**** Records for this exercise

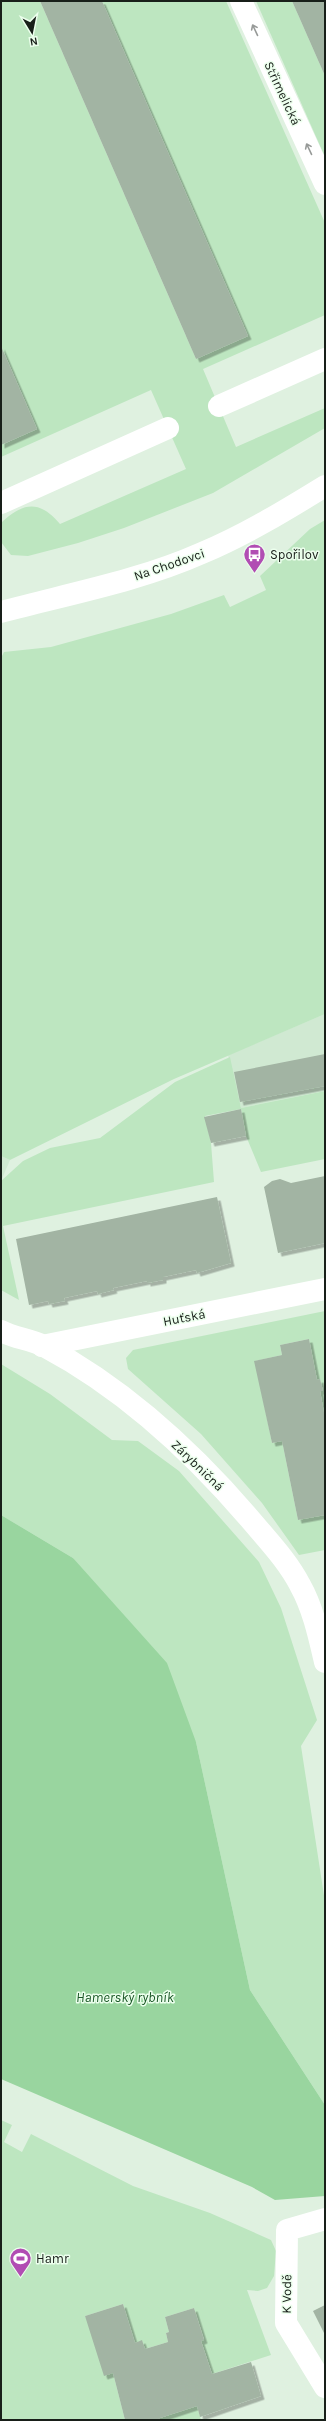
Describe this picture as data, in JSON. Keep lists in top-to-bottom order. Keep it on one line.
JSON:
{"streets":{"street":["Střimelická","Na Chodovci","Huťská","Zárybničná","K Vodě"]},"crossings":[["Huťská","Zárybničná"]],"one_way":["Střimelická"],"water":["Hamerský rybník"],"places":{"bus stop":["Spořilov"],"sports":["Hamr"]},"north":"bottom"}
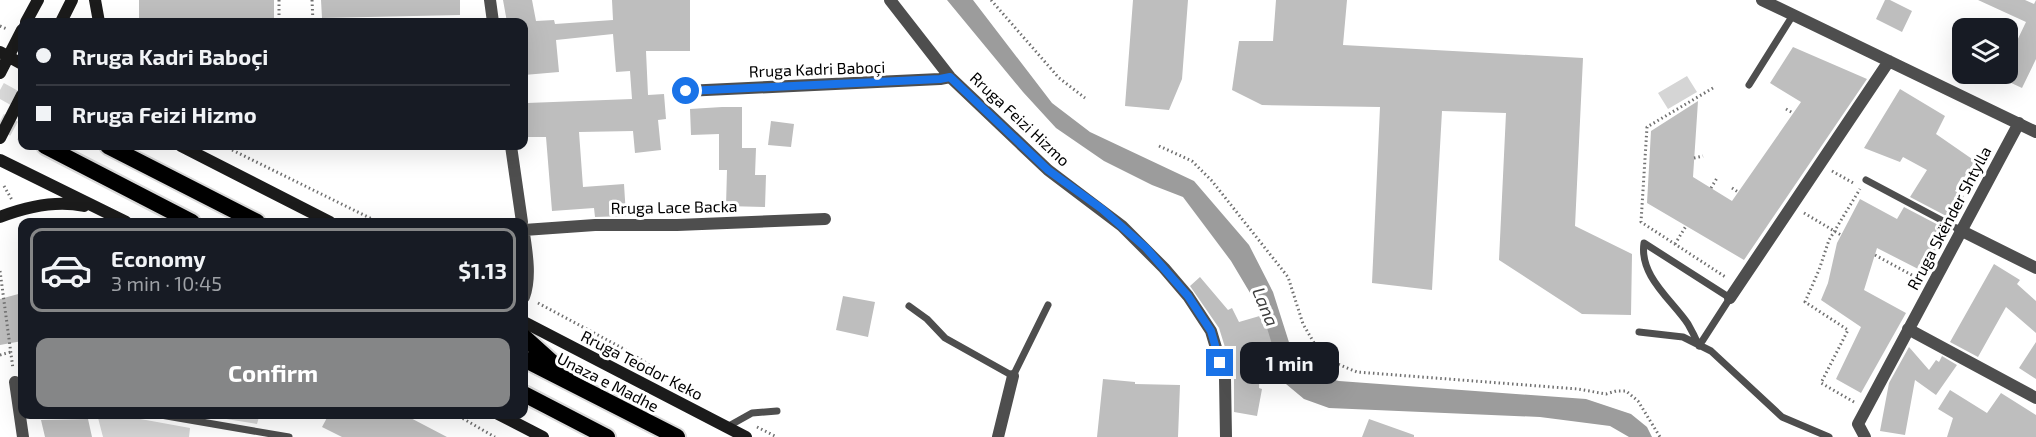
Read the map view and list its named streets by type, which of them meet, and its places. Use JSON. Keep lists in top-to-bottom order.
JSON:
{
  "streets": {
    "highway": ["Unaza e Madhe"],
    "main road": ["Rruga Teodor Keko"],
    "street": [
      "Rruga Kadri Baboçi",
      "Rruga Feizi Hizmo",
      "Rruga Lace Backa",
      "Rruga Skënder Shtylla"
    ]
  },
  "crossings": [
    ["Rruga Kadri Baboçi", "Rruga Feizi Hizmo"]
  ],
  "water": ["Lana"],
  "page": {
    "banner": ["Rruga Kadri Baboçi", "Rruga Feizi Hizmo"],
    "list": [
      {
        "name": "Economy",
        "note": "3 min · 10:45",
        "value": "$1.13"
      }
    ],
    "buttons": "Confirm",
    "bubble": "1 min"
  }
}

********

Problem description
Retype the listing verbatim, minus every image.

Answer below
Describe this picture as data, in JSON. Keep lists in top-to-bottom order. Keep it on one line.
JSON:
{"streets":{"street":["Střimelická","Na Chodovci","Huťská","Zárybničná","K Vodě"]},"crossings":[["Huťská","Zárybničná"]],"one_way":["Střimelická"],"water":["Hamerský rybník"],"places":{"bus stop":["Spořilov"],"sports":["Hamr"]},"north":"bottom"}
Read the map view and list its named streets by type, which of them meet, and its places. Use JSON. Keep lists in top-to-bottom order.
JSON:
{
  "streets": {
    "highway": ["Unaza e Madhe"],
    "main road": ["Rruga Teodor Keko"],
    "street": [
      "Rruga Kadri Baboçi",
      "Rruga Feizi Hizmo",
      "Rruga Lace Backa",
      "Rruga Skënder Shtylla"
    ]
  },
  "crossings": [
    ["Rruga Kadri Baboçi", "Rruga Feizi Hizmo"]
  ],
  "water": ["Lana"],
  "page": {
    "banner": ["Rruga Kadri Baboçi", "Rruga Feizi Hizmo"],
    "list": [
      {
        "name": "Economy",
        "note": "3 min · 10:45",
        "value": "$1.13"
      }
    ],
    "buttons": "Confirm",
    "bubble": "1 min"
  }
}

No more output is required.